Sénégal : le conseil constitutionnel incompétent face à la réintégration de ousmane sonko
Le Conseil constitutionnel sénégalais a rendu ce mercredi 17 juin une décision qui clôt définitivement la polémique entourant la réintégration d’Ousmane Sonko à l’Assemblée nationale, puis son élection à la présidence de cette institution.
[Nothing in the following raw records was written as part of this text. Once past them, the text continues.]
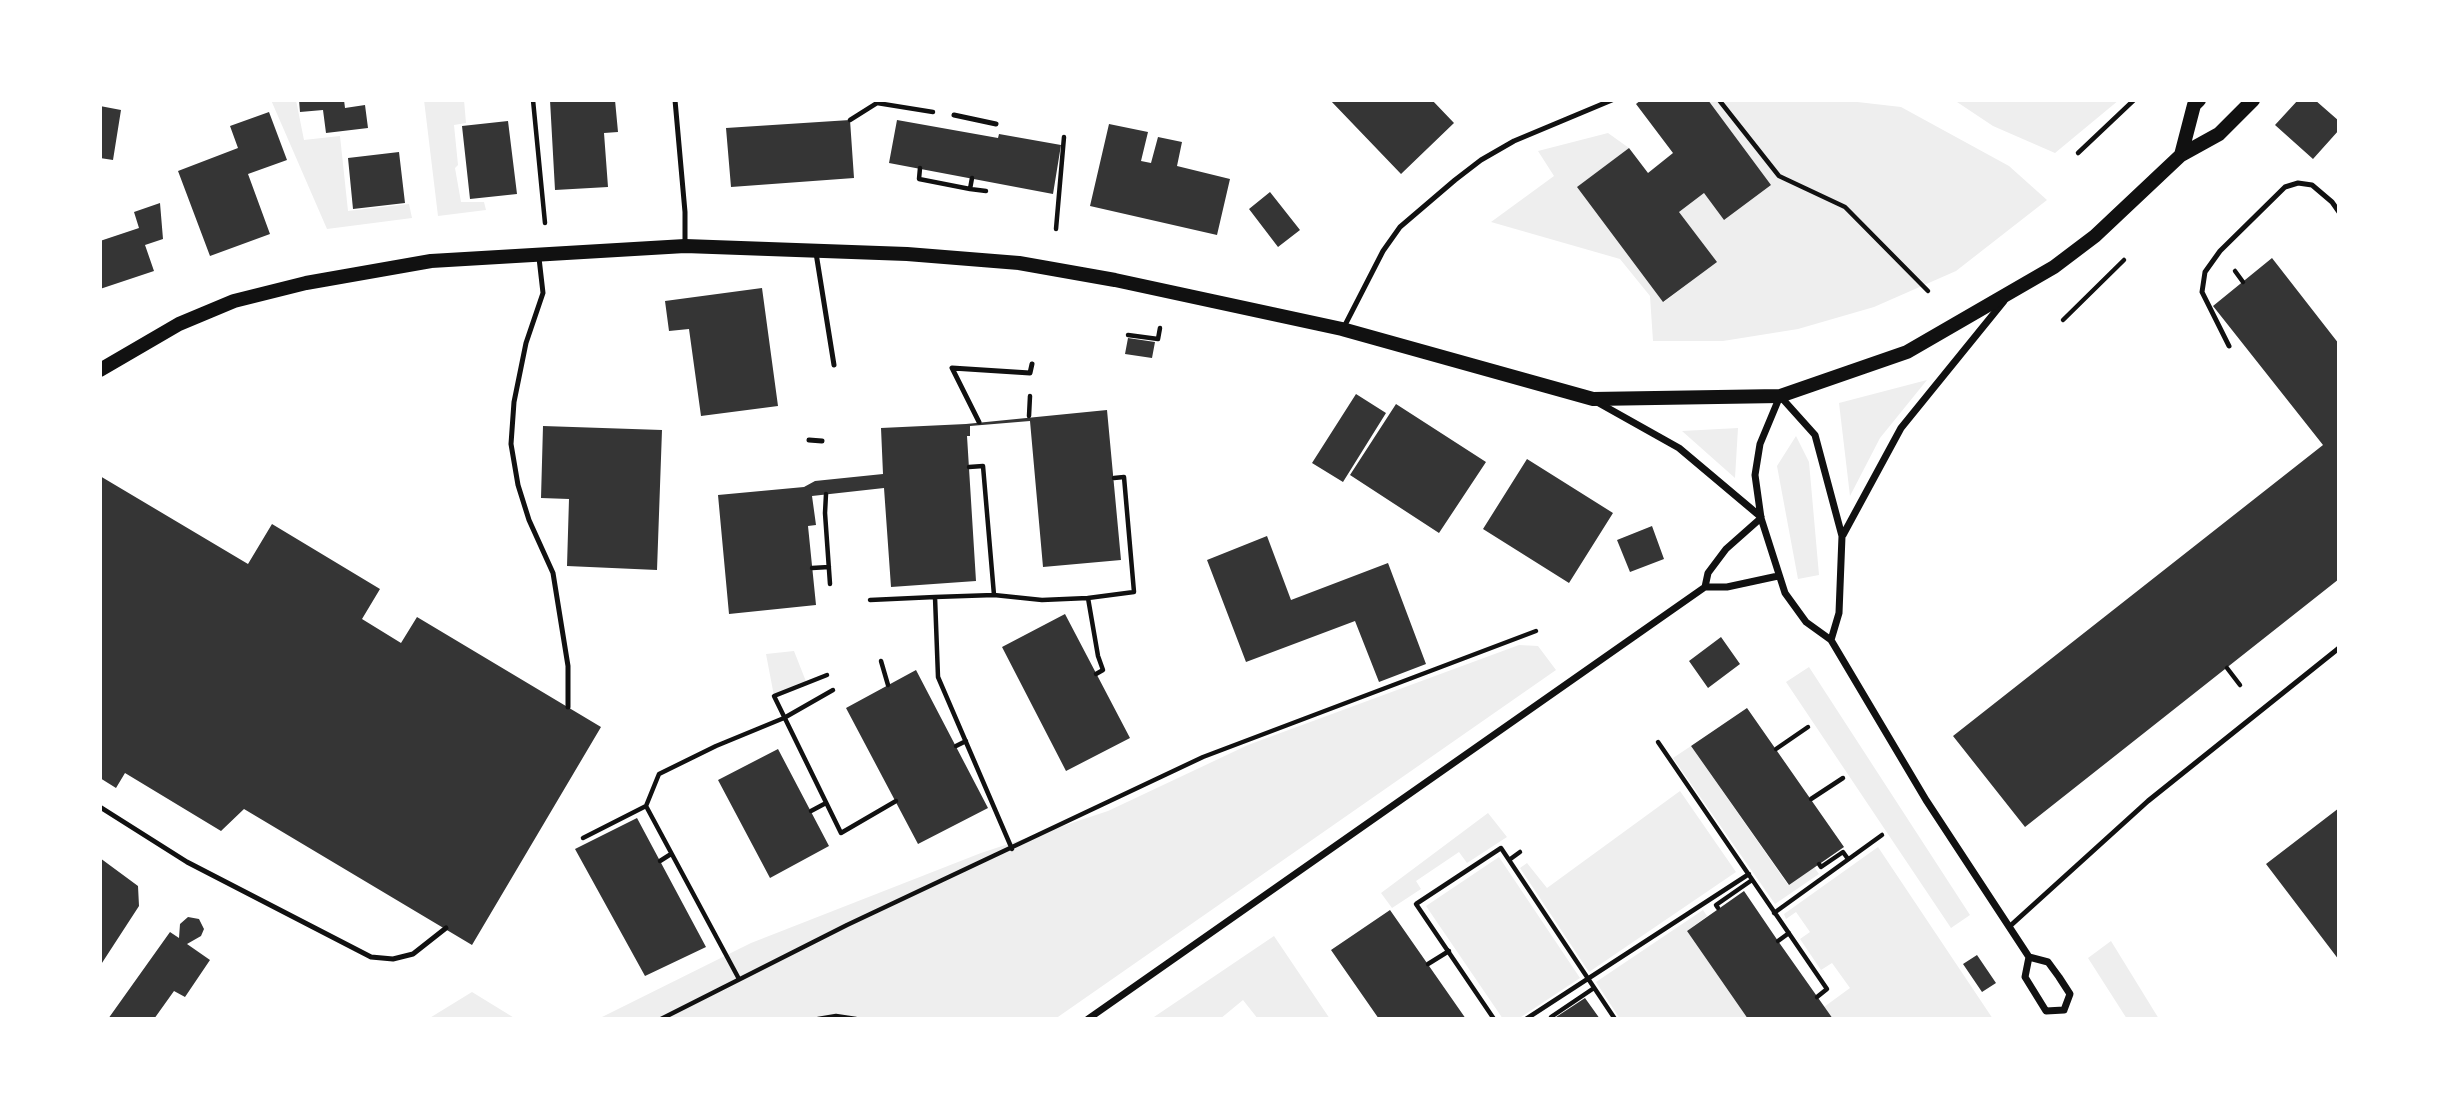 <!DOCTYPE html>
<style>
body{margin:0}
#map{position:relative;width:2439px;height:1119px;overflow:hidden;background:#fff;font-family:Helvetica,sans-serif}
canvas{display:block}
.frame{position:absolute;inset:0;border:102px solid #fff;pointer-events:none}
</style>
<div id="map">
<canvas width="2439" height="1119"></canvas>
<div class="frame"></div>
</div>
<script>
const context = document.querySelector('canvas').getContext('2d');
context.lineJoin = 'round';
function fill(path, color) { context.fillStyle = color; context.fill(path, 'evenodd'); }
const toPath = rows => new Path2D(rows.map(r => 'M' + r).join(''));
function strokePath(path, color, width, dash) { context.strokeStyle = color; context.lineWidth = width; context.lineCap = dash ? 'butt' : 'round'; context.setLineDash(dash || []); context.stroke(path); }
fill(toPath([
 [271,100,296,100,304,140,340,136,348,211,409,204,412,218,327,229],
 [424,100,464,100,466,123,454,125,458,165,455,168,461,202,484,202,486,210,438,216],
 [1708,100,1840,100,1901,107,2009,166,2047,200,1956,271,1874,307,1798,329,1723,341,1653,341,1650,296,1620,259,1491,222,1554,176,1538,151,1608,133,1629,148,1578,187,1664,302,1716,262,1679,212,1704,193,1724,220,1771,185],
 [1954,100,2119,100,2055,153,1993,126],
 [1927,380,1880,438,1850,496,1839,403],
 [1738,428,1735,478,1682,431],
 [1796,436,1809,462,1819,575,1798,579,1777,466],
 [1519,645,1538,646,1556,670,1055,1019,598,1019,751,943,981,853,1108,811,1248,745],
 [794,651,807,684,774,696,766,654],
 [1809,667,1970,915,1951,928,1786,682],
 [1691,746,1788,885,1814,867,1819,874,1775,904,1673,758],
 [1680,791,1736,872,1589,972,1520,868,1527,863,1547,888],
 [1488,813,1507,837,1467,863,1459,852,1416,881,1421,889,1392,908,1381,893],
 [1878,847,1993,1019,1833,1019,1824,1007,1850,988,1832,963,1821,970,1800,939,1810,932,1796,912,1786,919,1784,914],
 [1499,857,1580,978,1518,1019,1503,1019,1426,906],
 [1703,910,1707,916,1687,931,1748,1019,1620,1019,1596,982],
 [1274,936,1330,1019,1258,1019,1243,1000,1220,1019,1151,1019],
 [2111,941,2159,1019,2127,1019,2088,958],
 [472,992,516,1019,428,1019]
]), '#eee');
fill(toPath([
 [299,100,344,100,345,108,365,105,368,128,326,133,323,110,300,112],
 [550,100,615,100,618,132,604,133,608,187,555,190],
 [1330,100,1432,100,1454,123,1401,174],
 [1641,100,1708,100,1771,185,1724,220,1704,193,1679,212,1717,262,1663,302,1577,187,1629,148,1648,173,1673,153,1636,104],
 [2298,100,2315,100,2339,121,2339,130,2313,159,2275,125],
 [100,106,121,110,113,160,100,158],
 [269,112,287,160,248,174,270,234,210,256,178,171,238,148,230,126],
 [850,120,854,178,731,187,726,128],
 [897,120,998,138,999,134,1061,145,1053,194,889,163],
 [508,121,517,194,470,199,462,126],
 [1109,124,1148,132,1141,161,1151,163,1158,137,1182,142,1177,166,1230,179,1217,235,1090,206],
 [399,152,405,203,353,209,348,158],
 [1270,192,1300,230,1278,247,1249,209],
 [160,203,163,239,145,245,154,271,100,289,100,241,139,228,134,212],
 [2272,258,2339,344,2339,579,2025,827,1953,736,2323,445,2213,306],
 [762,288,778,406,701,416,689,329,669,331,665,301],
 [1128,338,1155,342,1152,358,1125,354],
 [1356,394,1386,413,1343,482,1312,463],
 [1396,404,1486,462,1439,533,1350,475],
 [1107,410,1121,560,1043,567,1030,421,970,426,970,436,967,436,976,581,891,587,884,488,812,496,816,525,808,526,816,605,729,614,718,495,804,487,815,481,883,474,881,428,966,424],
 [543,426,662,430,657,570,567,566,569,499,541,498],
 [1527,459,1613,513,1569,583,1483,529],
 [100,476,248,564,272,524,380,589,362,619,401,643,417,617,601,727,472,945,244,809,221,831,125,773,116,788,100,778],
 [1652,526,1664,559,1630,572,1617,540],
 [1267,536,1291,600,1388,563,1426,664,1379,682,1355,621,1246,662,1207,560],
 [1065,614,1130,738,1066,771,1002,647],
 [1721,637,1740,664,1708,688,1689,661],
 [916,670,988,808,918,844,846,708],
 [1747,708,1844,847,1789,885,1691,746],
 [778,749,829,846,770,878,718,780],
 [2339,808,2339,960,2266,864],
 [637,818,706,947,645,976,575,849],
 [100,858,138,886,139,906,100,966],
 [1744,891,1778,941,1833,1019,1748,1019,1687,931],
 [1390,910,1466,1019,1379,1019,1331,950],
 [188,917,199,919,204,929,201,936,187,944,210,960,185,997,174,991,154,1019,108,1019,170,932,179,938,180,924],
 [1977,955,1996,983,1982,992,1963,964],
 [1585,998,1600,1019,1553,1019]
]), '#353535');
strokePath(toPath([
 [533,100,545,223],
 [1719,100,1779,176,1845,207,1928,291],
 [850,120,877,103,933,112],
 [2078,153,2134,100],
 [920,168,919,179,970,189],
 [972,178,970,189,986,191],
 [1056,229,1064,137],
 [2235,271,2243,282],
 [2063,320,2124,260],
 [1128,335,1158,339,1160,328],
 [1029,416,1030,396],
 [969,467,983,466,994,595,935,597,938,677,1012,849],
 [826,494,825,513,830,584],
 [812,568,829,567],
 [994,595,1042,600,1088,598],
 [870,600,935,597],
 [881,661,888,685],
 [2227,668,2240,685],
 [1096,674,1103,670,1098,656,1088,598,1134,592,1124,477,1114,478],
 [827,675,774,696,841,833,896,801],
 [1658,742,1827,989,1817,997],
 [956,746,966,741],
 [1776,749,1808,727],
 [1811,799,1843,778],
 [811,811,826,803],
 [583,838,646,806],
 [1509,860,1520,852],
 [660,861,671,854],
 [1819,864,1821,867,1843,852,1848,859],
 [1718,908,1716,905,1752,880],
 [1774,913,1882,835],
 [1778,941,1789,933],
 [1428,964,1449,951],
 [739,979,646,806,659,774,716,746,784,718,833,690],
 [661,1019,847,925,1203,757,1536,631],
 [818,1019,836,1016,856,1019],
 [1494,1019,1416,904,1501,848,1615,1019],
 [1526,1019,1749,874],
 [1552,1019,1551,1017,1594,988]
]), '#111', 4.5);
strokePath(toPath([
 [675,100,685,212,685,246],
 [954,115,996,124],
 [816,253,834,365],
 [539,258,543,293,526,343,514,402,511,444,518,485,529,520,553,573,568,666,568,707],
 [1344,327,1383,251,1400,227,1455,180,1481,160,1514,141,1612,100],
 [2229,346,2202,292,2205,272,2220,251,2285,187,2298,183,2312,185,2332,202,2339,212],
 [979,422,952,368,1030,373,1032,364],
 [809,440,822,441],
 [100,807,187,862,371,957,393,959,413,954,446,928],
 [2009,927,2148,801,2339,648]
]), '#111', 5);
strokePath(toPath([
 [1597,402,1679,448,1761,517],
 [1843,535,1901,428,2004,301],
 [1705,587,1708,573,1726,549,1761,518],
 [1831,640,1839,613,1842,536,1815,435,1780,396,1760,444,1755,475,1761,518,1785,593,1806,622,1831,640,1926,800,2029,957,2048,962,2059,977,2070,994,2064,1010],
 [2029,957,2025,977,2046,1011,2064,1010],
 [1088,1019,1705,587,1727,587,1778,576]
]), '#111', 7);
strokePath(toPath([
 [2181,155,2194,105,2199,100],
 [100,370,179,324,234,301,306,283,431,261,685,246,907,254,1019,263,1115,280,1342,329,1593,399,1780,396,1907,352,2054,267,2095,236,2181,155,2219,134,2253,100]
]), '#111', 14);
</script>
Les juges ont en effet estimé ne pas être compétents pour examiner le recours déposé par l’opposition, mettant ainsi un terme à la procédure judiciaire engagée contre cette décision politique.
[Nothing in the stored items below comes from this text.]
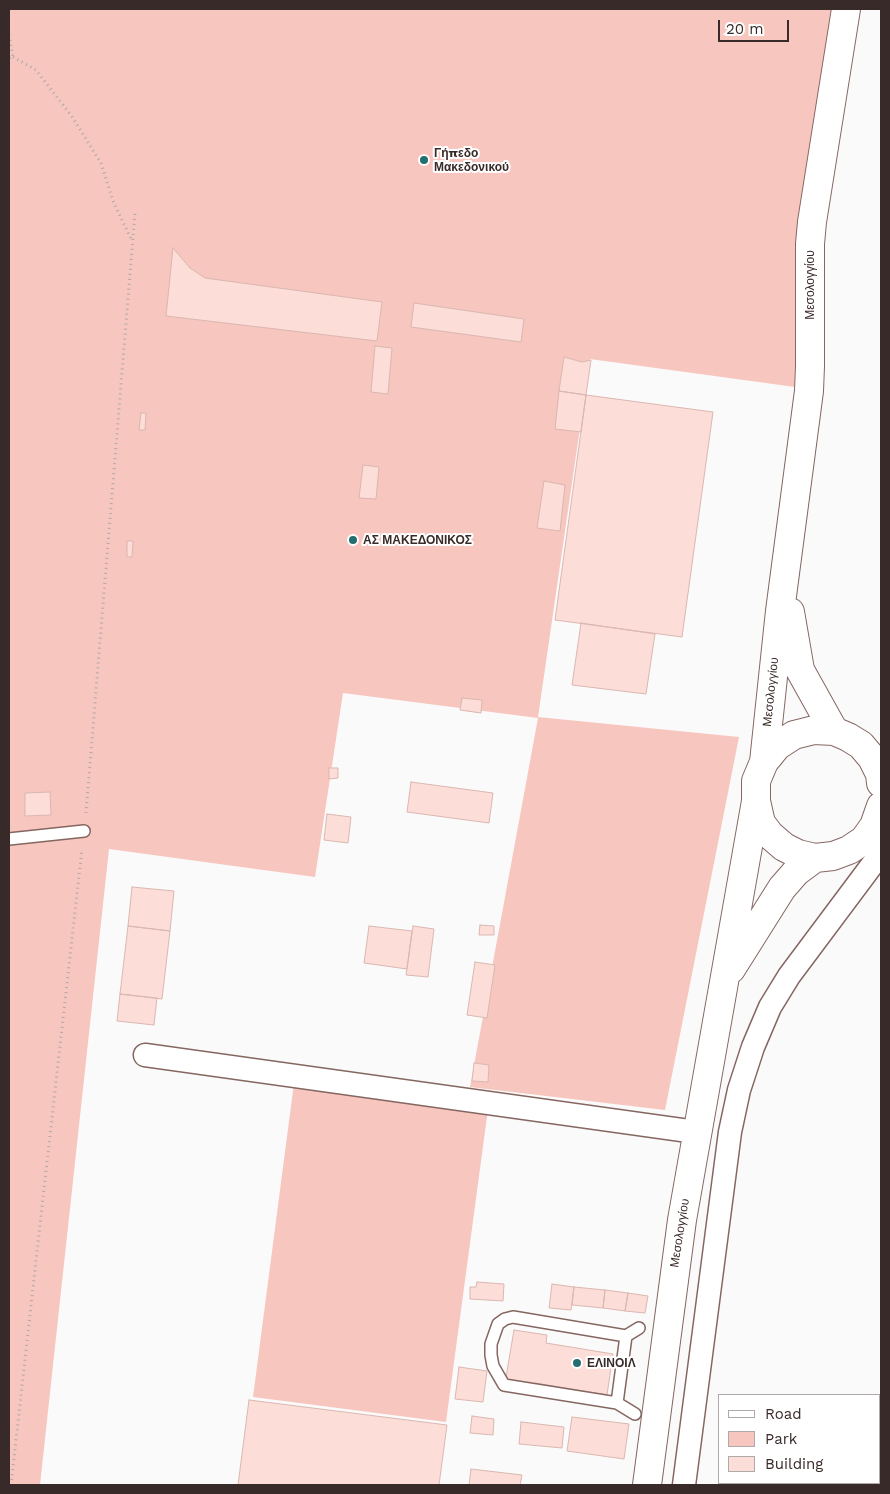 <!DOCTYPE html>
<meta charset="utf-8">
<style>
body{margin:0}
#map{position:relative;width:890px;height:1494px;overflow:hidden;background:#fafafa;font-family:"Work Sans",sans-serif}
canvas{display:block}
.frame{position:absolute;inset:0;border:10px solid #382a28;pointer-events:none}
.legend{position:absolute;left:718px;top:1394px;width:162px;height:90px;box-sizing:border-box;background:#fff;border:1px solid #afaaa9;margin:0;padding:6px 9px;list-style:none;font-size:15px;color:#382a28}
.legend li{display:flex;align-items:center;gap:10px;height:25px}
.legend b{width:25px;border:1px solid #afaaa9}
.scale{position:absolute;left:718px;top:20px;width:71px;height:22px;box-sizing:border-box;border:2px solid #382a28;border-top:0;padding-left:6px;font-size:15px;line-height:18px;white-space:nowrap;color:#382a28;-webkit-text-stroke:4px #fff;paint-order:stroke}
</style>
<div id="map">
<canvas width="890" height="1494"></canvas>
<div class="frame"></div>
<ul class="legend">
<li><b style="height:6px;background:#fff"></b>Road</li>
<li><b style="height:14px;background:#f7c6bf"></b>Park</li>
<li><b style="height:14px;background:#fdddd7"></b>Building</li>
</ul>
<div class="scale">20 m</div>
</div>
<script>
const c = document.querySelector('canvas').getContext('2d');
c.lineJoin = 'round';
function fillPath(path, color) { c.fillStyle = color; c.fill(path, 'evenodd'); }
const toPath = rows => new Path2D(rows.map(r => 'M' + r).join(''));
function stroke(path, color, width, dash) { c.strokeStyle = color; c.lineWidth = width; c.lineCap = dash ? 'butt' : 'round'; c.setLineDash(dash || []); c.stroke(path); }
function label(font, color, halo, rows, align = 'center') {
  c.font = font + ' "Work Sans",sans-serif'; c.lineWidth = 4; c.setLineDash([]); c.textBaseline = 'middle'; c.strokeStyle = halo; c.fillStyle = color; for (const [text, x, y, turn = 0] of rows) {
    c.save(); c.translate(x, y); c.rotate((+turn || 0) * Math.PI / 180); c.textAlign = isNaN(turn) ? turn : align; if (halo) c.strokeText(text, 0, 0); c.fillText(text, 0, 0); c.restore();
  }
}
fillPath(toPath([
 [9,9,836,9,804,226,795,387,590,359,538,717,739,737,665,1110,470,1087,538,718,343,693,315,877,109,849,40,1485,9,1485],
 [294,1083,488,1109,446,1422,253,1397]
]), '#f7c6bf');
const building = toPath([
 [173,248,190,268,205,278,382,302,377,341,166,316,173,248],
 [414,303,524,319,521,342,411,327,414,303],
 [375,346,392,348,388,394,371,392,375,346],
 [564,357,582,362,591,360,586,395,559,391,564,357],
 [559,391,586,395,581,432,555,429,559,391],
 [586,395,713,412,682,637,555,620,586,395],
 [141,413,146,413,145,430,139,430,141,413],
 [363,465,379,467,376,499,359,498,363,465],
 [544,481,565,485,560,531,537,528,544,481],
 [127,541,133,541,132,557,127,557,127,541],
 [581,623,655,634,646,694,572,685,581,623],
 [462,698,482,700,481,713,460,710,462,698],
 [329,768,338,768,338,778,329,779,329,768],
 [411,782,493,793,489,823,407,812,411,782],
 [50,792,51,815,25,816,25,793,50,792],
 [327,814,351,817,348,843,324,840,327,814],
 [132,887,174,891,170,931,128,926,132,887],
 [480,925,494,926,494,935,479,935,480,925],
 [128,926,170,931,162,999,120,994,128,926],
 [369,926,412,931,407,969,364,963,369,926],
 [413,926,434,929,428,977,406,975,413,926],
 [475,962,495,965,487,1018,467,1015,475,962],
 [120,994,157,998,154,1025,117,1021,120,994],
 [474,1063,489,1065,488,1082,472,1081,474,1063],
 [477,1282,504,1284,503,1301,470,1299,470,1287,476,1287,477,1282],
 [552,1284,574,1287,571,1310,549,1308,552,1284],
 [574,1287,605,1290,603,1308,572,1305,574,1287],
 [605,1290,628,1293,625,1311,603,1308,605,1290],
 [628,1293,648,1296,645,1313,625,1311,628,1293],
 [514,1330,547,1335,546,1343,613,1354,607,1395,535,1383,534,1388,505,1383,514,1330],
 [459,1367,487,1371,483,1402,455,1399,459,1367],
 [249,1400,447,1425,439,1485,238,1485,249,1400],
 [472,1416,494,1419,493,1435,470,1433,472,1416],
 [572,1417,629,1424,624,1459,567,1451,572,1417],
 [521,1422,564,1427,562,1448,519,1444,521,1422],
 [471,1469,522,1475,520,1485,469,1485,471,1469]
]);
fillPath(building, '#fdddd7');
stroke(building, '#dab7b1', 1);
const lane = toPath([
 [9,839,84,831],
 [617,1403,626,1336],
 [635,1414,617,1403,504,1385,493,1366,491,1355,491,1344,498,1324,505,1319,513,1317,626,1336,639,1328]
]);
const street = toPath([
 [145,1055,696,1132],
 [684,1485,730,1132,739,1090,753,1047,770,1007,789,976,881,853]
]);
const secondary = toPath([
 [790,612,800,670,834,731],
 [764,762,780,611,809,391,810,366,810,244,812,222,846,9],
 [881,783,880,774,872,758,861,745,848,737,834,731,814,730,794,735,777,746,764,762,756,781,756,801,761,823,770,835,784,847,798,854,815,858,833,856,849,850,864,840,874,826,881,806],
 [731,969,782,888,796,872,815,858],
 [647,1485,682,1220,756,801]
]);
stroke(lane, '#856661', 14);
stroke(street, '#856661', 25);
stroke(secondary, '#856661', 30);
stroke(toPath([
 [9,35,13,57,9,58],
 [13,57,36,70,73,118,101,163,113,201,132,241],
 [86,813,135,213],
 [11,1485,82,849]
]), '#aea9a8', 3, [1, 4]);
stroke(lane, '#fff', 11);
stroke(street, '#fff', 22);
stroke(secondary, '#fff', 28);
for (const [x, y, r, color] of [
 [424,160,5,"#236e71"],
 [353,540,5,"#236e71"],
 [577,1363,5,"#236e71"]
]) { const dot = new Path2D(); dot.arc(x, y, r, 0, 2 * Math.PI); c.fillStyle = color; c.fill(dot); stroke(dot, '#fff', 2); }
label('bold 12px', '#382a28', '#fff', [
 ["Γήπεδο",434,153],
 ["Μακεδονικού",434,167],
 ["ΑΣ ΜΑΚΕΔΟΝΙΚΟΣ",363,540],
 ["ΕΛΙΝΟΙΛ",587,1363]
], 'left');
label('12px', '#382a28', '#fff', [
 ["Μεσολογγίου",810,285,-90],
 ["Μεσολογγίου",771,692,-84],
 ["Μεσολογγίου",680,1233,-81]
]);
</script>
Le Conseil constitutionnel sénégalais a clairement indiqué ne pas avoir de légitimité pour statuer sur le recours de l’opposition, qui dénonçait la régularité de la réintégration d’Ousmane Sonko à l’Assemblée nationale avant son élection à la présidence de cette institution le 26 mai.
Quelques jours seulement après son limogeage du poste de Premier ministre, Ousmane Sonko, figure centrale du parti Pastef et principale force politique au Parlement, avait retrouvé son siège à l’Assemblée avant d’en être élu président. Une séquence politique qui a suscité de vives critiques de la part de l’opposition.
L’opposition privée de recours
Cette dernière avait saisi la justice pour contester la légalité de sa réintégration, estimant qu’elle violait le règlement intérieur de l’institution. Les opposants avaient dénoncé un « coup d’État institutionnel » et une manœuvre politique visant à contourner les règles.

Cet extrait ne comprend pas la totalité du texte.